▶ [WORK INSTRUCTION]:
Everything in the records except the pictures needs to be printed again exactly.

______________________________

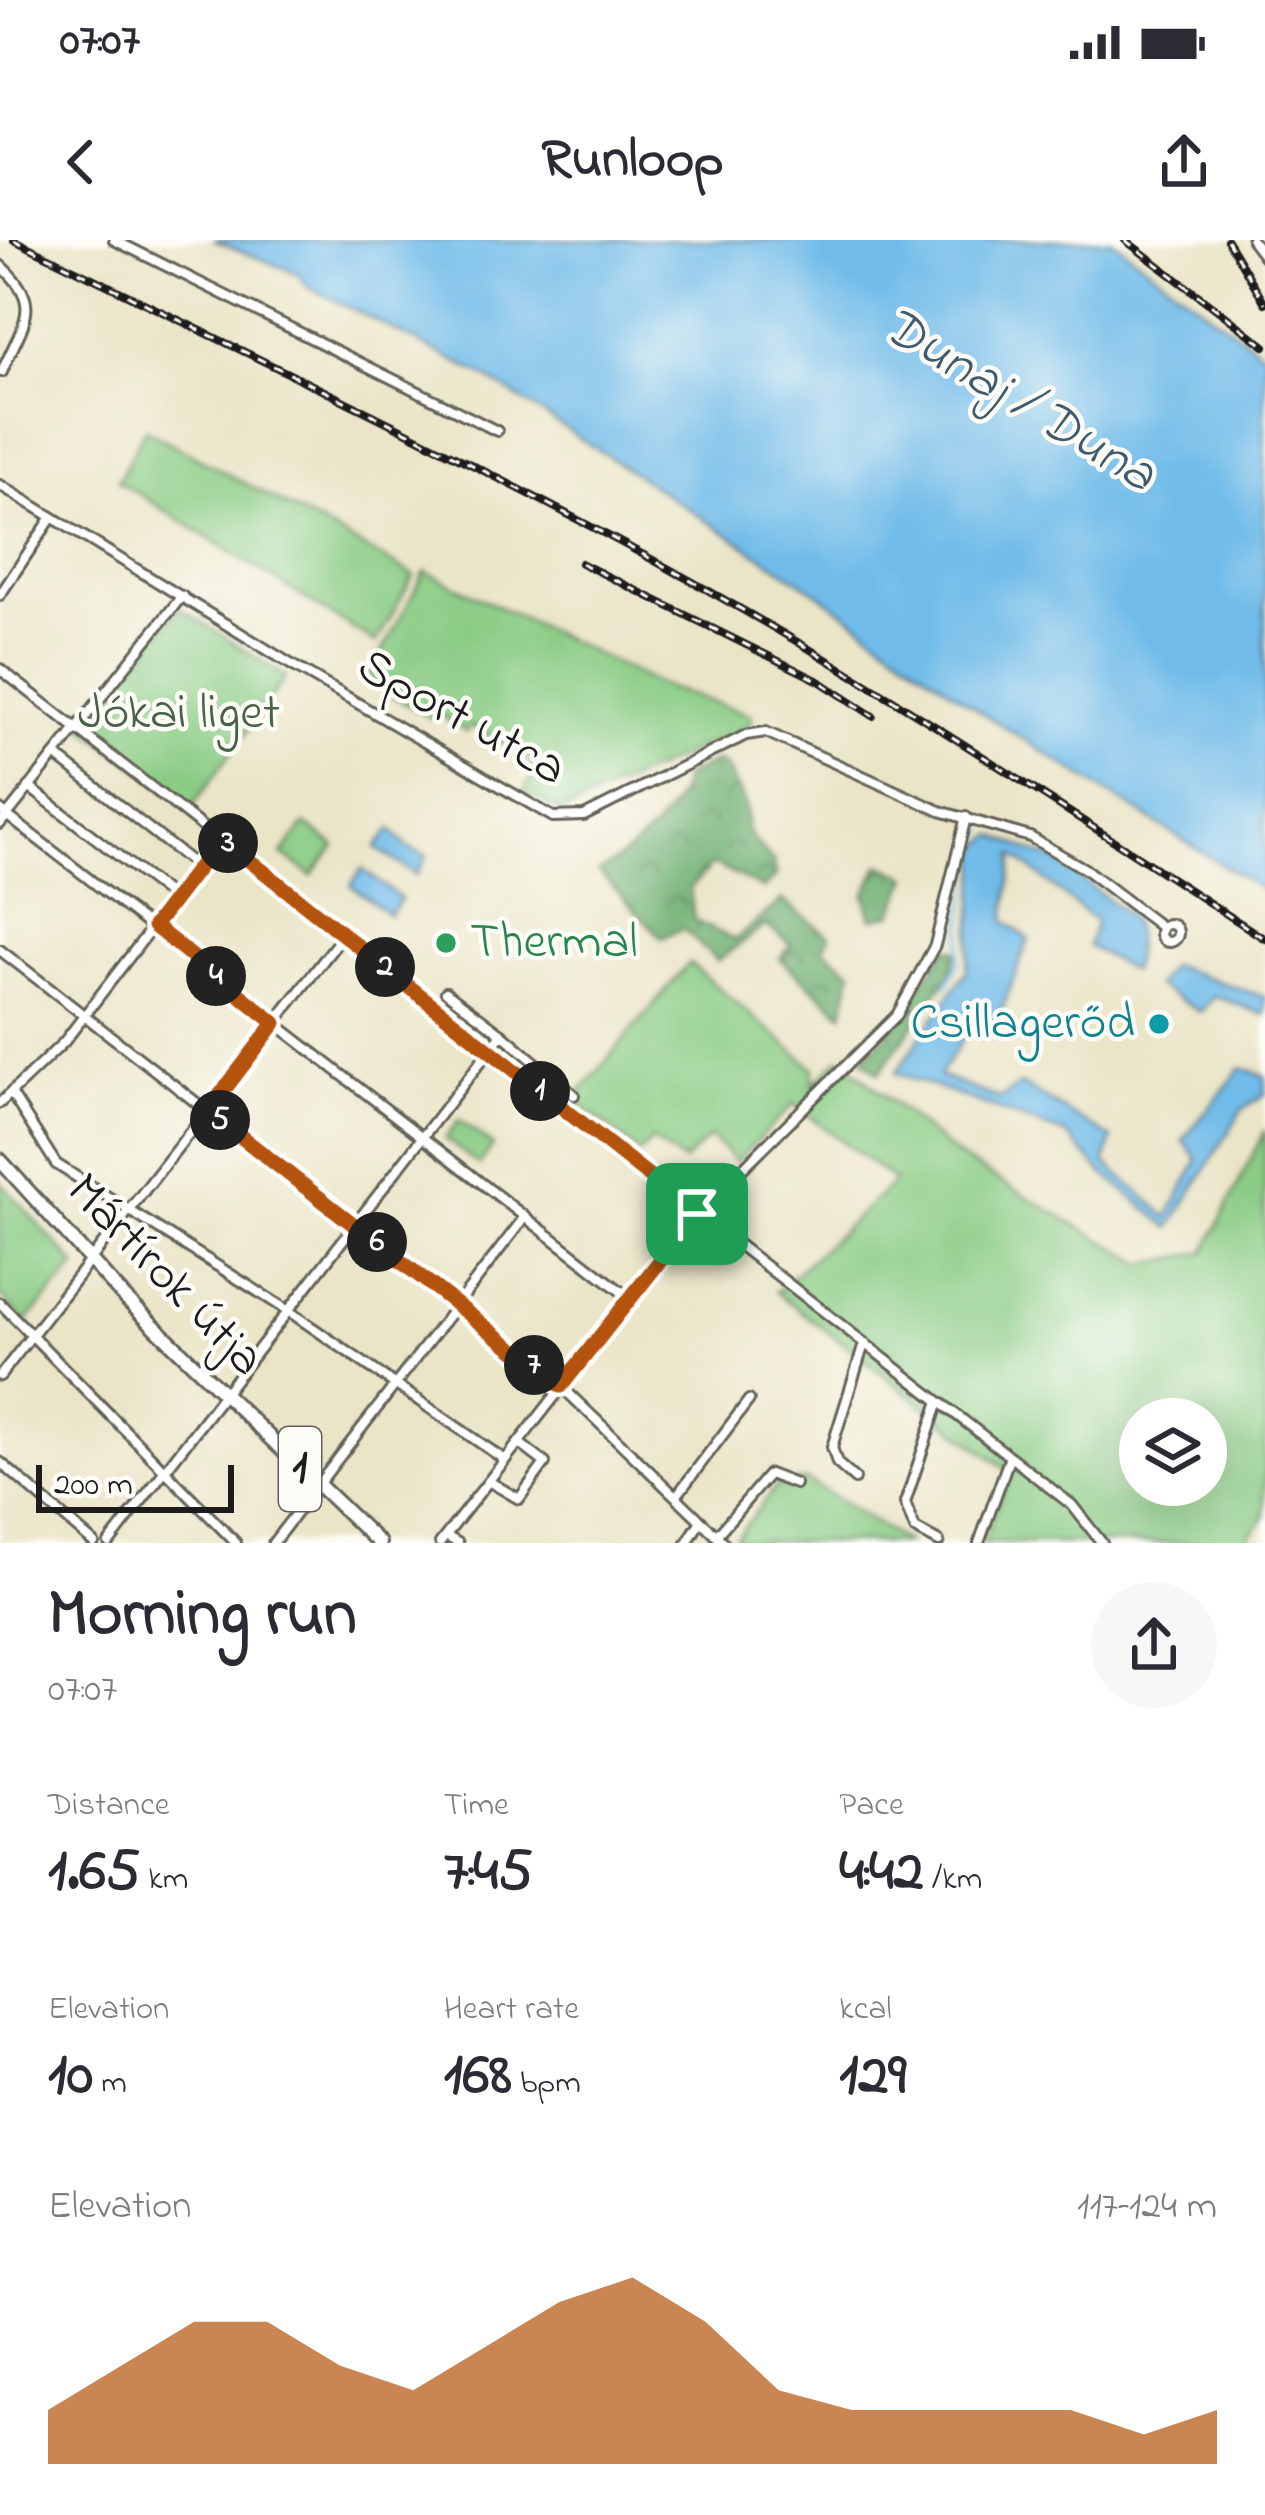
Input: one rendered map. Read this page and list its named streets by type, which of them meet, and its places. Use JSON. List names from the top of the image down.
{
  "streets": {
    "main road": ["Mártírok útja", "1"],
    "street": ["Sport utca"]
  },
  "water": ["Dunaj / Duna"],
  "parks": ["Jókai liget"],
  "places": ["Thermal", "Csillagerőd"],
  "scale_bar": "200 m",
  "page": {
    "status": "07:07",
    "header": "Runloop",
    "pins": [
      "3",
      "2",
      "4",
      "1",
      "5",
      "6",
      "7"
    ],
    "scale": "200 m",
    "heading": ["Morning run", "07:07"],
    "stats": [
      ["Distance", "1.65 km"],
      ["Time", "7:45"],
      ["Pace", "4:42 /km"],
      ["Elevation", "10 m"],
      ["Heart rate", "168 bpm"],
      ["kcal", "129"]
    ],
    "chart": ["Elevation", "117–124 m"]
  }
}
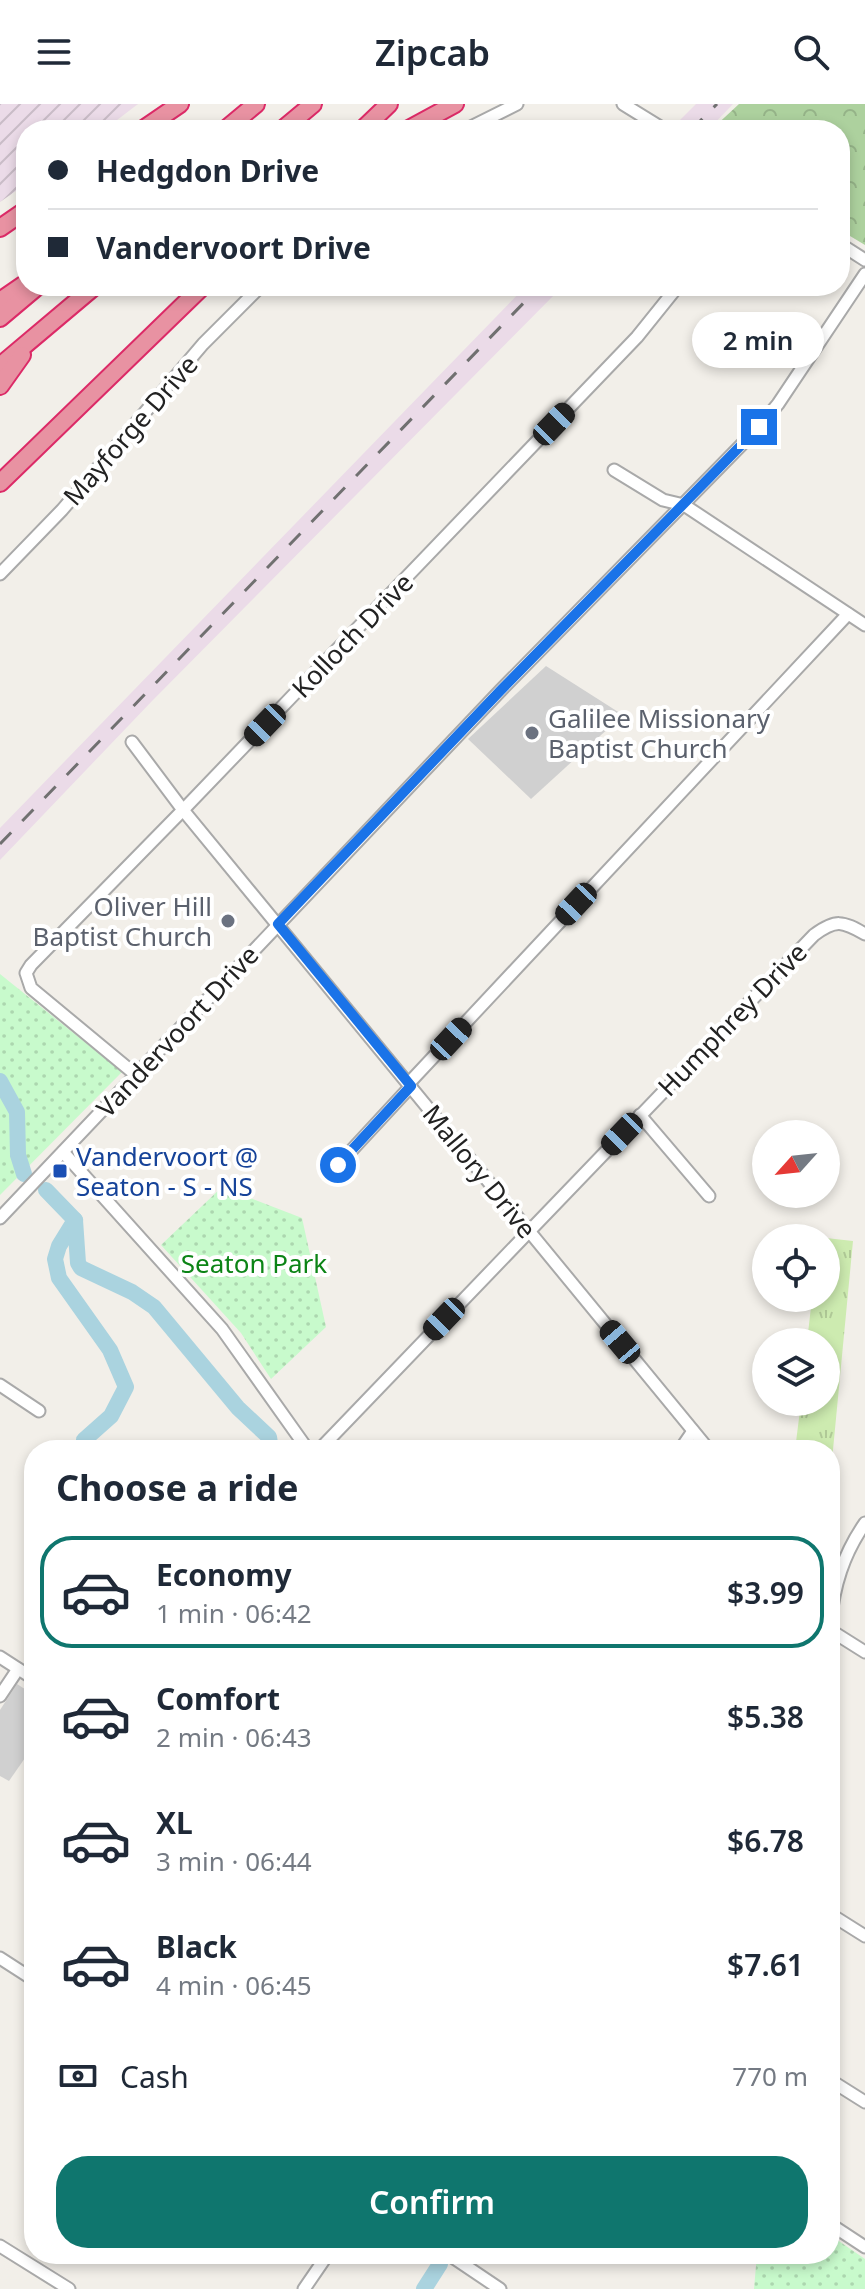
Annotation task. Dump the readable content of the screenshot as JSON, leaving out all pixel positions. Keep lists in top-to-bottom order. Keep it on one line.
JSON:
{"streets":{"street":["Mayforge Drive","Kolloch Drive","Humphrey Drive","Vandervoort Drive","Mallory Drive"]},"crossings":[["Kolloch Drive","Vandervoort Drive"],["Kolloch Drive","Mallory Drive"],["Humphrey Drive","Mallory Drive"],["Vandervoort Drive","Mallory Drive"]],"parks":["Seaton Park"],"places":{"other":["Galilee Missionary Baptist Church","Oliver Hill Baptist Church"],"transit":["Vandervoort @ Seaton - S - NS"]},"north":"bottom left","page":{"header":"Zipcab","banner":["Hedgdon Drive","Vandervoort Drive"],"bubble":"2 min","heading":"Choose a ride","list":[{"name":"Economy","note":"1 min · 06:42","value":"$3.99"},{"name":"Comfort","note":"2 min · 06:43","value":"$5.38"},{"name":"XL","note":"3 min · 06:44","value":"$6.78"},{"name":"Black","note":"4 min · 06:45","value":"$7.61"}],"pay":["Cash","770 m"],"buttons":"Confirm"}}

______________________________

▶ [SOLUTION BELOW]:
Input: one rendered map. Read this page and list its named streets by type, which of them meet, and its places. Use JSON. List names from the top of the image down.
{
  "streets": {
    "main road": ["Mártírok útja", "1"],
    "street": ["Sport utca"]
  },
  "water": ["Dunaj / Duna"],
  "parks": ["Jókai liget"],
  "places": ["Thermal", "Csillagerőd"],
  "scale_bar": "200 m",
  "page": {
    "status": "07:07",
    "header": "Runloop",
    "pins": [
      "3",
      "2",
      "4",
      "1",
      "5",
      "6",
      "7"
    ],
    "scale": "200 m",
    "heading": ["Morning run", "07:07"],
    "stats": [
      ["Distance", "1.65 km"],
      ["Time", "7:45"],
      ["Pace", "4:42 /km"],
      ["Elevation", "10 m"],
      ["Heart rate", "168 bpm"],
      ["kcal", "129"]
    ],
    "chart": ["Elevation", "117–124 m"]
  }
}
Annotation task. Dump the readable content of the screenshot as JSON, leaving out all pixel positions. Keep lists in top-to-bottom order. Keep it on one line.
JSON:
{"streets":{"street":["Mayforge Drive","Kolloch Drive","Humphrey Drive","Vandervoort Drive","Mallory Drive"]},"crossings":[["Kolloch Drive","Vandervoort Drive"],["Kolloch Drive","Mallory Drive"],["Humphrey Drive","Mallory Drive"],["Vandervoort Drive","Mallory Drive"]],"parks":["Seaton Park"],"places":{"other":["Galilee Missionary Baptist Church","Oliver Hill Baptist Church"],"transit":["Vandervoort @ Seaton - S - NS"]},"north":"bottom left","page":{"header":"Zipcab","banner":["Hedgdon Drive","Vandervoort Drive"],"bubble":"2 min","heading":"Choose a ride","list":[{"name":"Economy","note":"1 min · 06:42","value":"$3.99"},{"name":"Comfort","note":"2 min · 06:43","value":"$5.38"},{"name":"XL","note":"3 min · 06:44","value":"$6.78"},{"name":"Black","note":"4 min · 06:45","value":"$7.61"}],"pay":["Cash","770 m"],"buttons":"Confirm"}}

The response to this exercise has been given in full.